TASK DETAILS: Setting aside any pictures, reproduce the data exactly.

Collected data
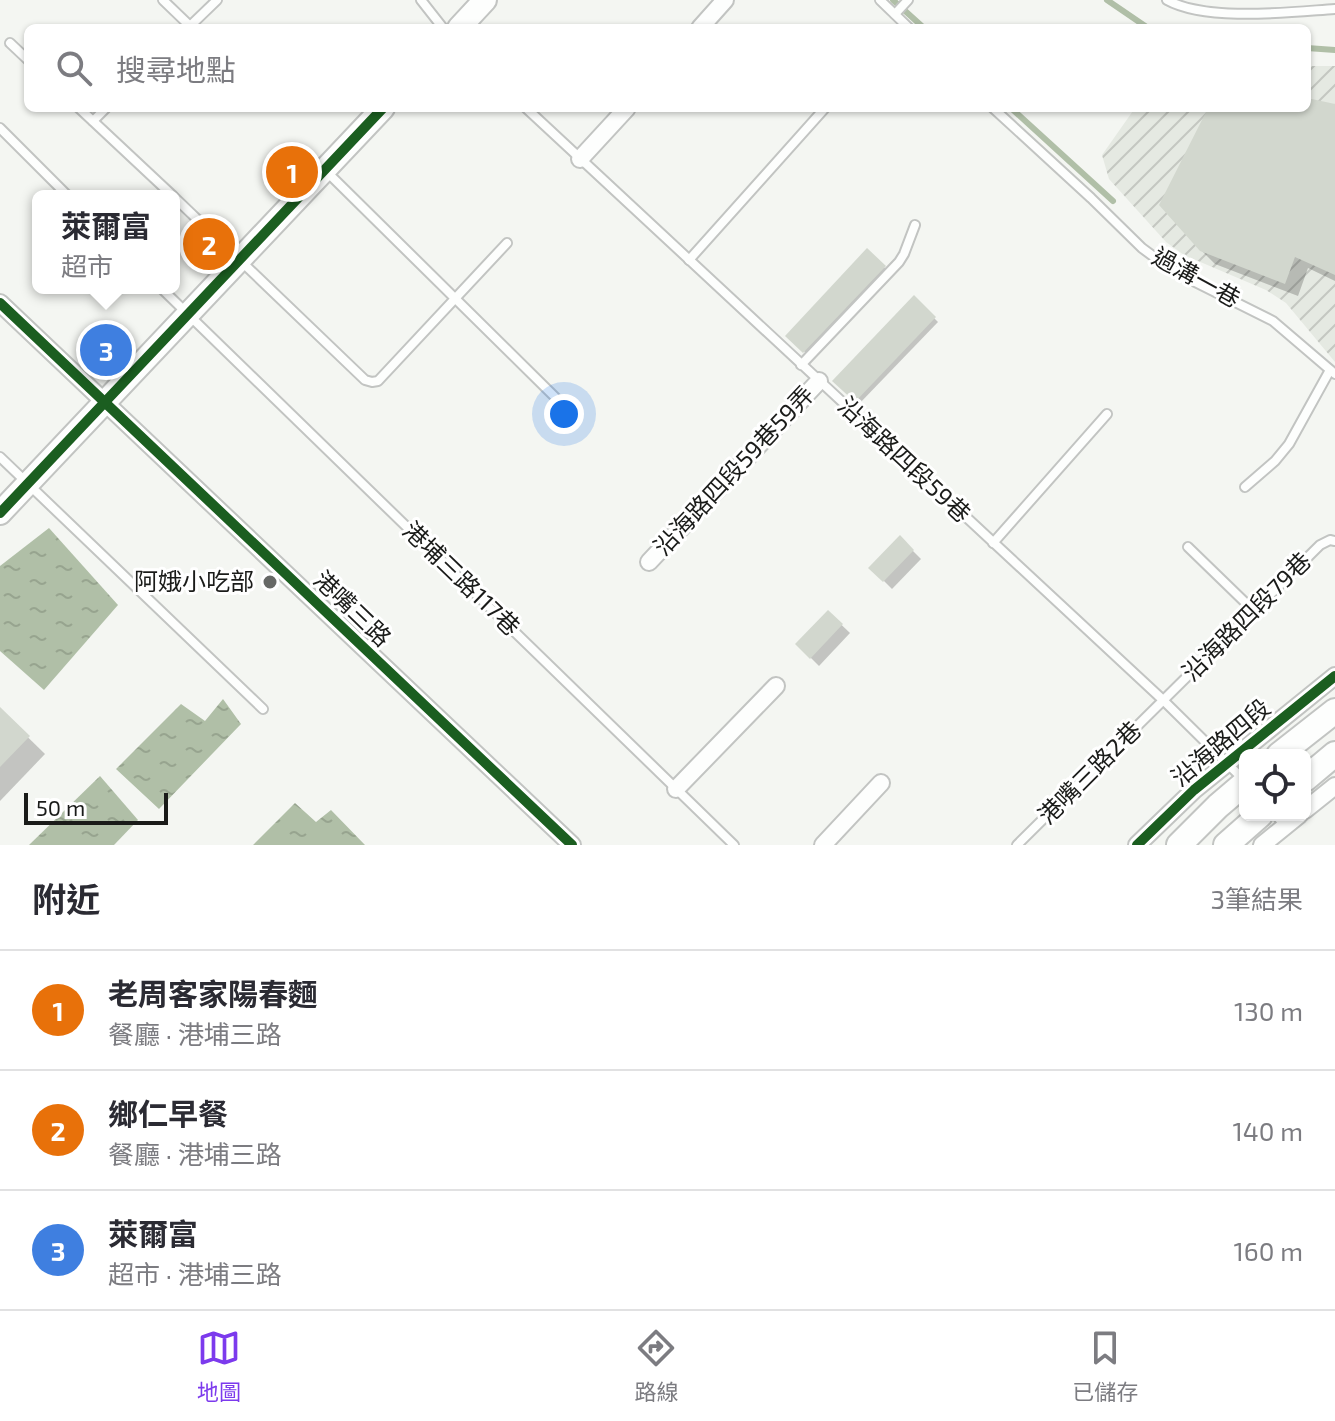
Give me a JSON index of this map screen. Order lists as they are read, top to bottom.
{
  "streets": {
    "main road": ["沿海路四段"],
    "street": ["沿海路四段59巷59弄", "港嘴三路"],
    "lane": [
      "過溝一巷",
      "沿海路四段59巷",
      "港埔三路117巷",
      "沿海路四段79巷",
      "港嘴三路2巷"
    ]
  },
  "crossings": [
    ["沿海路四段59巷", "沿海路四段59巷59弄"],
    ["沿海路四段59巷", "沿海路四段79巷"],
    ["沿海路四段59巷", "沿海路四段"],
    ["沿海路四段59巷", "港嘴三路2巷"],
    ["沿海路四段79巷", "港嘴三路2巷"]
  ],
  "places": ["阿娥小吃部"],
  "scale_bar": "50 m",
  "page": {
    "search": "搜尋地點",
    "pins": ["1", "2", "3"],
    "popup": ["萊爾富", "超市"],
    "scale": "50 m",
    "heading": ["附近", "3筆結果"],
    "list": [
      {
        "mark": "1",
        "name": "老周客家陽春麵",
        "note": "餐廳 · 港埔三路",
        "value": "130 m"
      },
      {
        "mark": "2",
        "name": "鄉仁早餐",
        "note": "餐廳 · 港埔三路",
        "value": "140 m"
      },
      {
        "mark": "3",
        "name": "萊爾富",
        "note": "超市 · 港埔三路",
        "value": "160 m"
      }
    ],
    "nav": ["地圖", "路線", "已儲存"]
  }
}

OUTPUT FOR THIS EXERCISE:
Give me a JSON index of this map screen. Order lists as they are read, top to bottom.
{
  "streets": {
    "main road": ["沿海路四段"],
    "street": ["沿海路四段59巷59弄", "港嘴三路"],
    "lane": [
      "過溝一巷",
      "沿海路四段59巷",
      "港埔三路117巷",
      "沿海路四段79巷",
      "港嘴三路2巷"
    ]
  },
  "crossings": [
    ["沿海路四段59巷", "沿海路四段59巷59弄"],
    ["沿海路四段59巷", "沿海路四段79巷"],
    ["沿海路四段59巷", "沿海路四段"],
    ["沿海路四段59巷", "港嘴三路2巷"],
    ["沿海路四段79巷", "港嘴三路2巷"]
  ],
  "places": ["阿娥小吃部"],
  "scale_bar": "50 m",
  "page": {
    "search": "搜尋地點",
    "pins": ["1", "2", "3"],
    "popup": ["萊爾富", "超市"],
    "scale": "50 m",
    "heading": ["附近", "3筆結果"],
    "list": [
      {
        "mark": "1",
        "name": "老周客家陽春麵",
        "note": "餐廳 · 港埔三路",
        "value": "130 m"
      },
      {
        "mark": "2",
        "name": "鄉仁早餐",
        "note": "餐廳 · 港埔三路",
        "value": "140 m"
      },
      {
        "mark": "3",
        "name": "萊爾富",
        "note": "超市 · 港埔三路",
        "value": "160 m"
      }
    ],
    "nav": ["地圖", "路線", "已儲存"]
  }
}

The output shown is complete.